What is required: Quote all of the data that follows exactly as written, skipping the images.

Data:

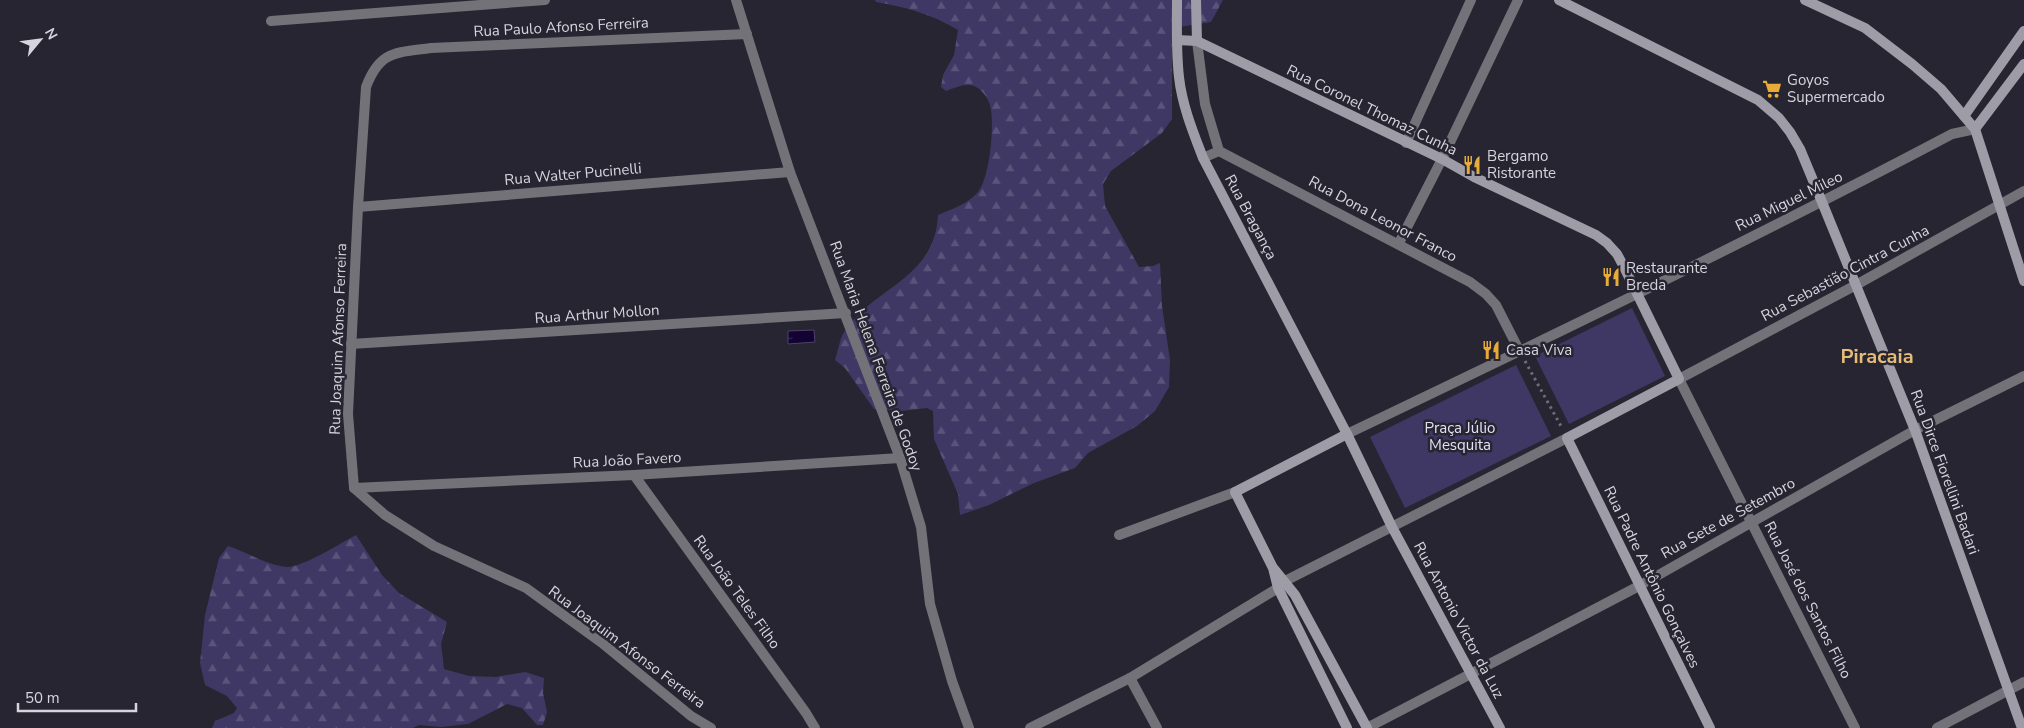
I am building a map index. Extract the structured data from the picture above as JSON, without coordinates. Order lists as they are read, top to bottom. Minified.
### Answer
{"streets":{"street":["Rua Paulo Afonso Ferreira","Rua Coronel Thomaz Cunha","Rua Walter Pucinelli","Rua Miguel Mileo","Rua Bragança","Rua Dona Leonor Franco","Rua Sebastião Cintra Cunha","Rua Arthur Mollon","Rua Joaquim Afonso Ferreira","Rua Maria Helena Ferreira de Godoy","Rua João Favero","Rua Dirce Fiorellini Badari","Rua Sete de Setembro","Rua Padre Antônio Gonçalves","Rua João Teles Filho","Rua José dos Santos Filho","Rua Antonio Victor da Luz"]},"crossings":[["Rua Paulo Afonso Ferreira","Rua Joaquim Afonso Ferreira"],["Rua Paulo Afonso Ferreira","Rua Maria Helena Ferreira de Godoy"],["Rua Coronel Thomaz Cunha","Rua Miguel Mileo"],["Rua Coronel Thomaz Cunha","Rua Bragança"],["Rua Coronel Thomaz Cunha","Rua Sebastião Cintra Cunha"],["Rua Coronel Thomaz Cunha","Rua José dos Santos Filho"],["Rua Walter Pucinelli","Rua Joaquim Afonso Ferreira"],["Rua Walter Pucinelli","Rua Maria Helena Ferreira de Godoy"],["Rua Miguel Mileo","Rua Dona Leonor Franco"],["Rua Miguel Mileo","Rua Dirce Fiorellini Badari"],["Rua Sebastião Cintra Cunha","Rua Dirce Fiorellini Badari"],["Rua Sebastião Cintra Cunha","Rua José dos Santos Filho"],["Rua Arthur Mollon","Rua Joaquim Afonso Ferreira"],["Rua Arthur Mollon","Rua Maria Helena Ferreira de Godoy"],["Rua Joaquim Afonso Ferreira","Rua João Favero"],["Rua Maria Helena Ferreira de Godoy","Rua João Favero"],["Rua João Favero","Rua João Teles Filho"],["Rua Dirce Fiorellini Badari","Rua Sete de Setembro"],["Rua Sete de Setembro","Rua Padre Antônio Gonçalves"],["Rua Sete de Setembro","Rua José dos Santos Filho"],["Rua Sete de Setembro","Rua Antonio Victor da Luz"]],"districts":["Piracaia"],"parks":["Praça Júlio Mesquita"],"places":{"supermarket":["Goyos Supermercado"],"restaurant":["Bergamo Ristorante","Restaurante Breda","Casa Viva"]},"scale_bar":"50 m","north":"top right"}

Task result:
I am building a map index. Extract the structured data from the picture above as JSON, without coordinates. Order lists as they are read, top to bottom. Minified.
### Answer
{"streets":{"street":["Rua Paulo Afonso Ferreira","Rua Coronel Thomaz Cunha","Rua Walter Pucinelli","Rua Miguel Mileo","Rua Bragança","Rua Dona Leonor Franco","Rua Sebastião Cintra Cunha","Rua Arthur Mollon","Rua Joaquim Afonso Ferreira","Rua Maria Helena Ferreira de Godoy","Rua João Favero","Rua Dirce Fiorellini Badari","Rua Sete de Setembro","Rua Padre Antônio Gonçalves","Rua João Teles Filho","Rua José dos Santos Filho","Rua Antonio Victor da Luz"]},"crossings":[["Rua Paulo Afonso Ferreira","Rua Joaquim Afonso Ferreira"],["Rua Paulo Afonso Ferreira","Rua Maria Helena Ferreira de Godoy"],["Rua Coronel Thomaz Cunha","Rua Miguel Mileo"],["Rua Coronel Thomaz Cunha","Rua Bragança"],["Rua Coronel Thomaz Cunha","Rua Sebastião Cintra Cunha"],["Rua Coronel Thomaz Cunha","Rua José dos Santos Filho"],["Rua Walter Pucinelli","Rua Joaquim Afonso Ferreira"],["Rua Walter Pucinelli","Rua Maria Helena Ferreira de Godoy"],["Rua Miguel Mileo","Rua Dona Leonor Franco"],["Rua Miguel Mileo","Rua Dirce Fiorellini Badari"],["Rua Sebastião Cintra Cunha","Rua Dirce Fiorellini Badari"],["Rua Sebastião Cintra Cunha","Rua José dos Santos Filho"],["Rua Arthur Mollon","Rua Joaquim Afonso Ferreira"],["Rua Arthur Mollon","Rua Maria Helena Ferreira de Godoy"],["Rua Joaquim Afonso Ferreira","Rua João Favero"],["Rua Maria Helena Ferreira de Godoy","Rua João Favero"],["Rua João Favero","Rua João Teles Filho"],["Rua Dirce Fiorellini Badari","Rua Sete de Setembro"],["Rua Sete de Setembro","Rua Padre Antônio Gonçalves"],["Rua Sete de Setembro","Rua José dos Santos Filho"],["Rua Sete de Setembro","Rua Antonio Victor da Luz"]],"districts":["Piracaia"],"parks":["Praça Júlio Mesquita"],"places":{"supermarket":["Goyos Supermercado"],"restaurant":["Bergamo Ristorante","Restaurante Breda","Casa Viva"]},"scale_bar":"50 m","north":"top right"}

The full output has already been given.